**To do:** Each line below that carries the string "Avenue" must appear in the answer.

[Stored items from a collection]

[Start of section]

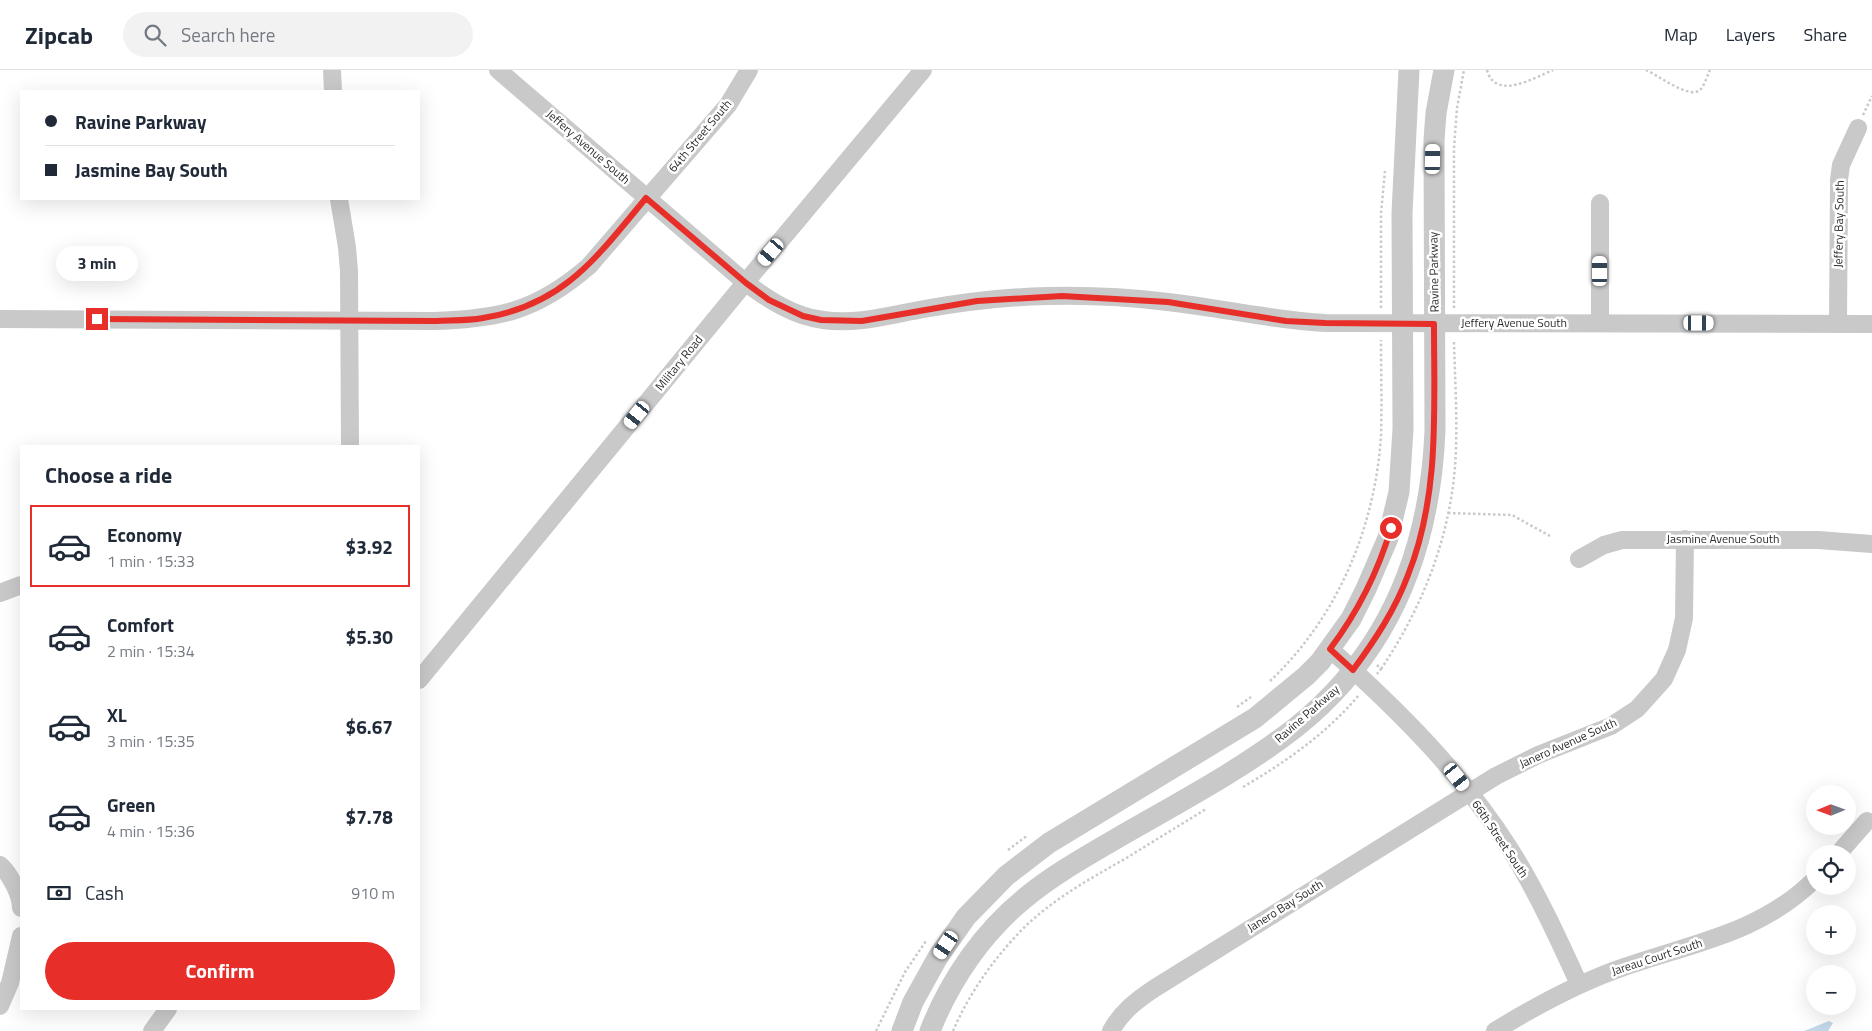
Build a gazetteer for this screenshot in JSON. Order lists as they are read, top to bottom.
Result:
{
  "streets": {
    "street": [
      "64th Street South",
      "Jeffery Avenue South",
      "Jeffery Bay South",
      "Ravine Parkway",
      "Military Road",
      "Jasmine Avenue South",
      "Janero Avenue South",
      "66th Street South",
      "Janero Bay South",
      "Jareau Court South"
    ]
  },
  "crossings": [
    ["64th Street South", "Jeffery Avenue South"],
    ["Jeffery Avenue South", "Jeffery Bay South"],
    ["Jeffery Avenue South", "Ravine Parkway"],
    ["Jeffery Avenue South", "Military Road"],
    ["Ravine Parkway", "66th Street South"],
    ["Jasmine Avenue South", "Janero Avenue South"],
    ["Janero Avenue South", "66th Street South"],
    ["Janero Avenue South", "Janero Bay South"],
    ["66th Street South", "Janero Bay South"],
    ["66th Street South", "Jareau Court South"]
  ],
  "north": "left",
  "page": {
    "header": "Zipcab",
    "search": "Search here",
    "nav": ["Map", "Layers", "Share"],
    "banner": ["Ravine Parkway", "Jasmine Bay South"],
    "bubble": "3 min",
    "heading": "Choose a ride",
    "list": [
      {
        "name": "Economy",
        "note": "1 min · 15:33",
        "value": "$3.92"
      },
      {
        "name": "Comfort",
        "note": "2 min · 15:34",
        "value": "$5.30"
      },
      {
        "name": "XL",
        "note": "3 min · 15:35",
        "value": "$6.67"
      },
      {
        "name": "Green",
        "note": "4 min · 15:36",
        "value": "$7.78"
      }
    ],
    "map_buttons": ["+", "−"],
    "pay": ["Cash", "910 m"],
    "buttons": "Confirm"
  }
}
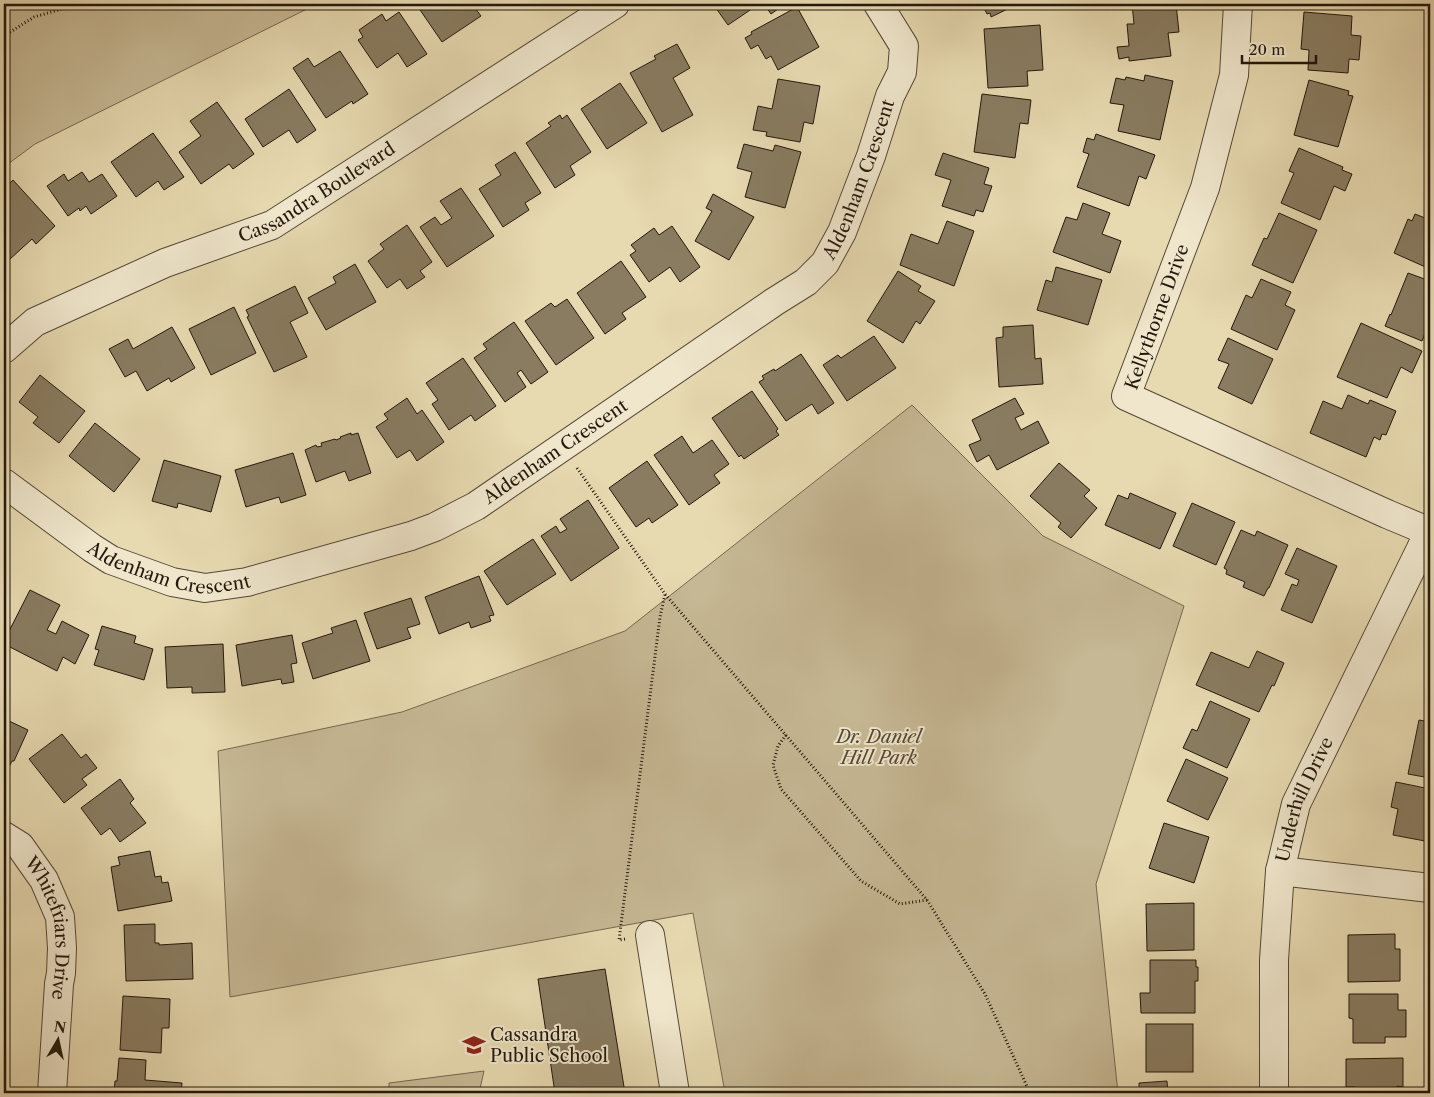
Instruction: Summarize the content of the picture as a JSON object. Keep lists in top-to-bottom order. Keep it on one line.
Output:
{"streets":{"street":["Aldenham Crescent","Cassandra Boulevard","Kellythorne Drive","Underhill Drive","Whitefriars Drive"]},"crossings":[["Kellythorne Drive","Underhill Drive"]],"parks":["Dr. Daniel Hill Park"],"places":{"school or university":["Cassandra Public School"]},"scale_bar":"20 m","north":"top"}
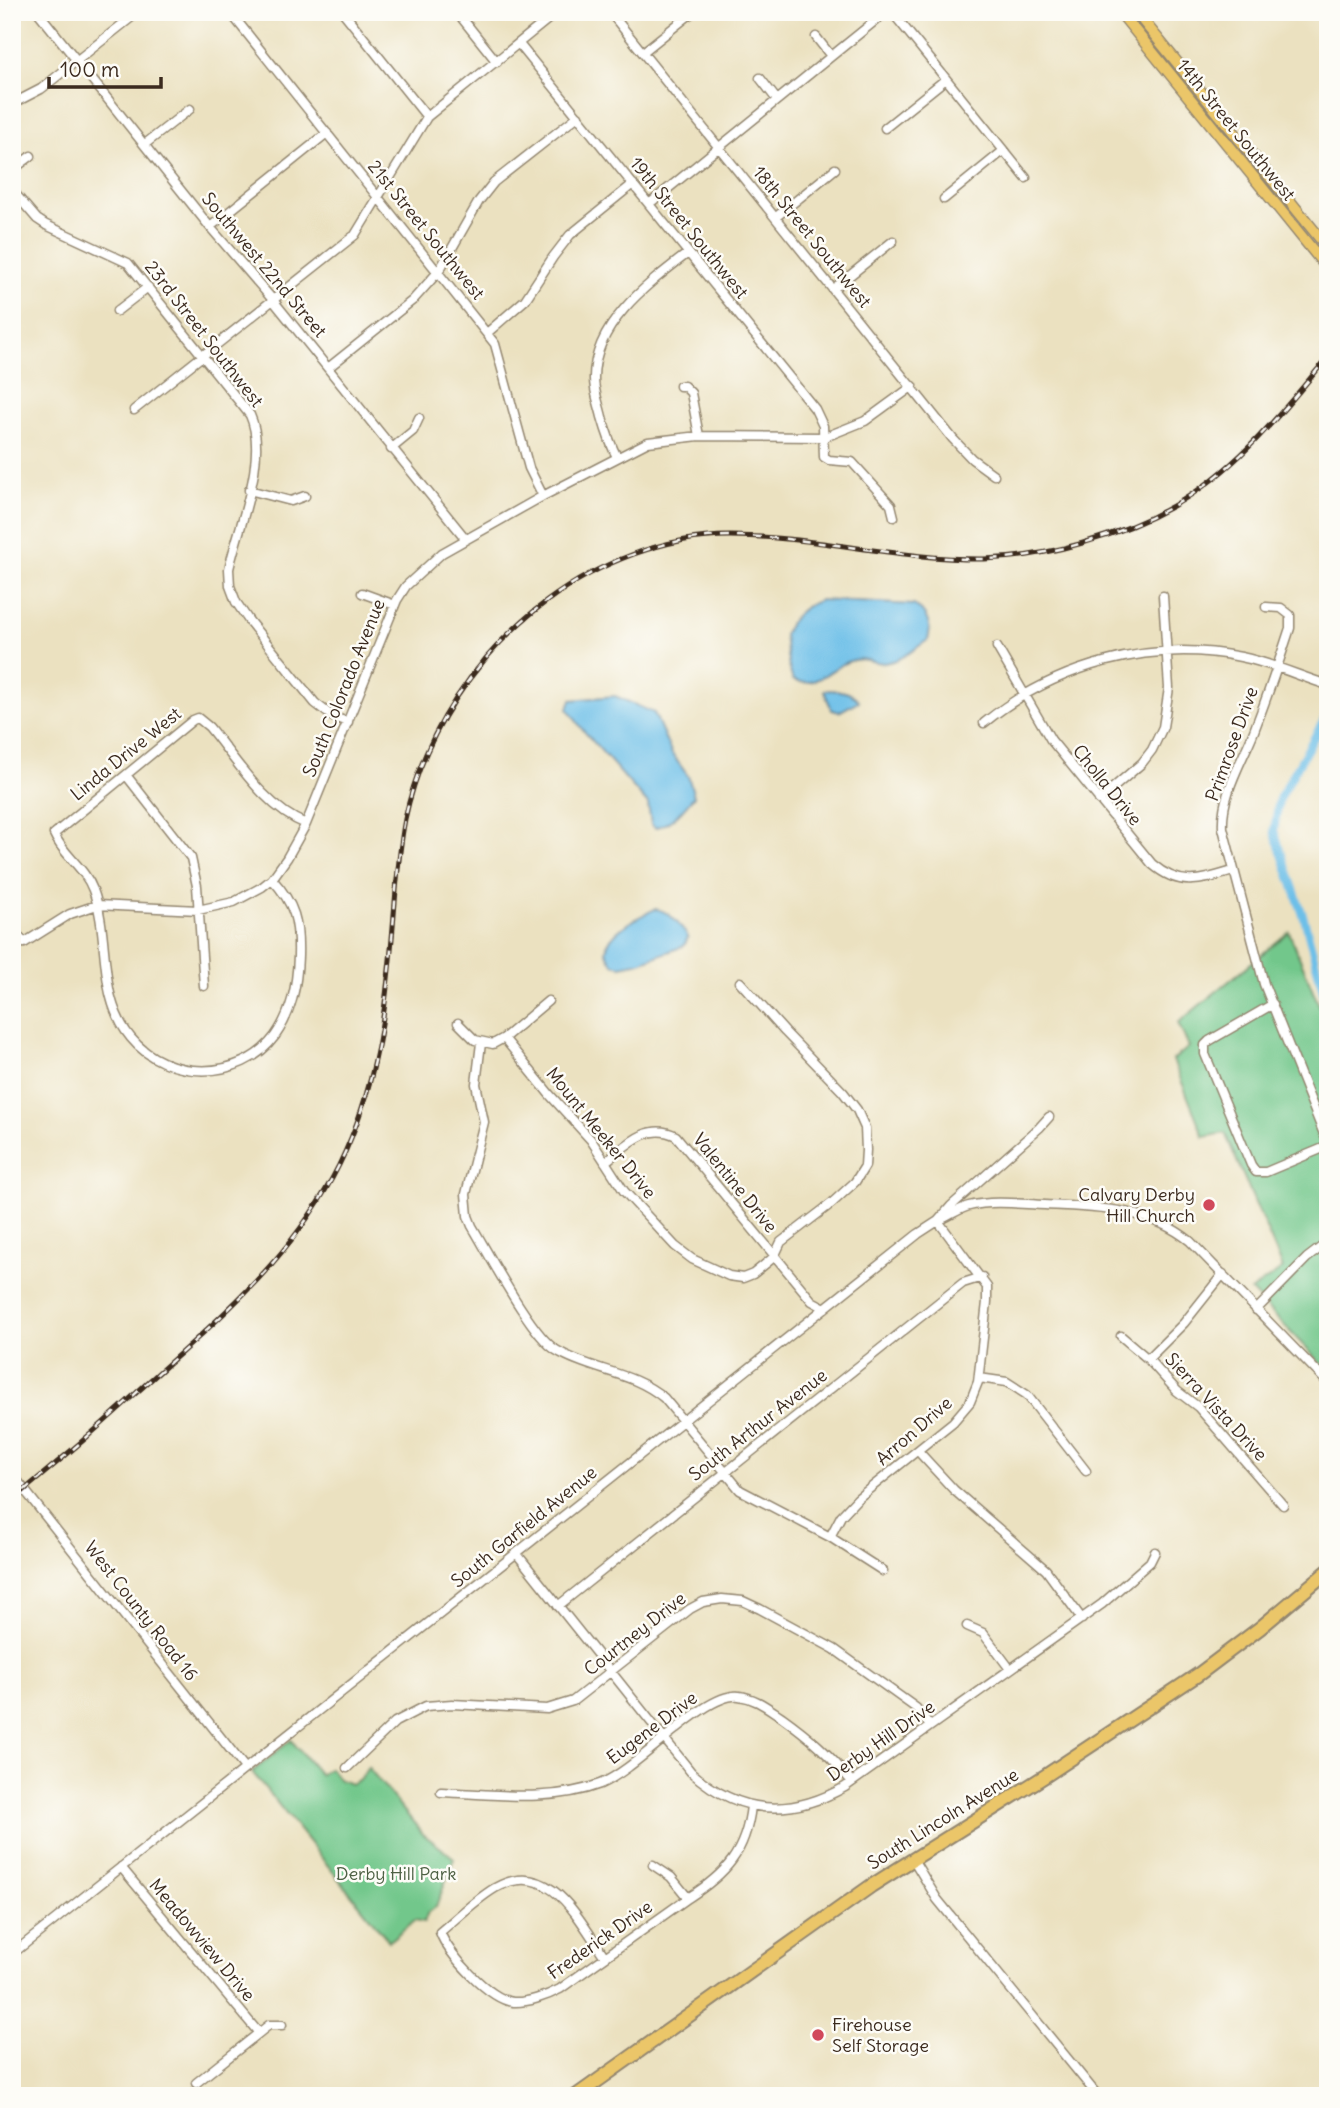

[End of section]

**Answer:**
      "Jeffery Avenue South",
      "Jasmine Avenue South",
      "Janero Avenue South",
    ["64th Street South", "Jeffery Avenue South"],
    ["Jeffery Avenue South", "Jeffery Bay South"],
    ["Jeffery Avenue South", "Ravine Parkway"],
    ["Jeffery Avenue South", "Military Road"],
    ["Jasmine Avenue South", "Janero Avenue South"],
    ["Janero Avenue South", "66th Street South"],
    ["Janero Avenue South", "Janero Bay South"],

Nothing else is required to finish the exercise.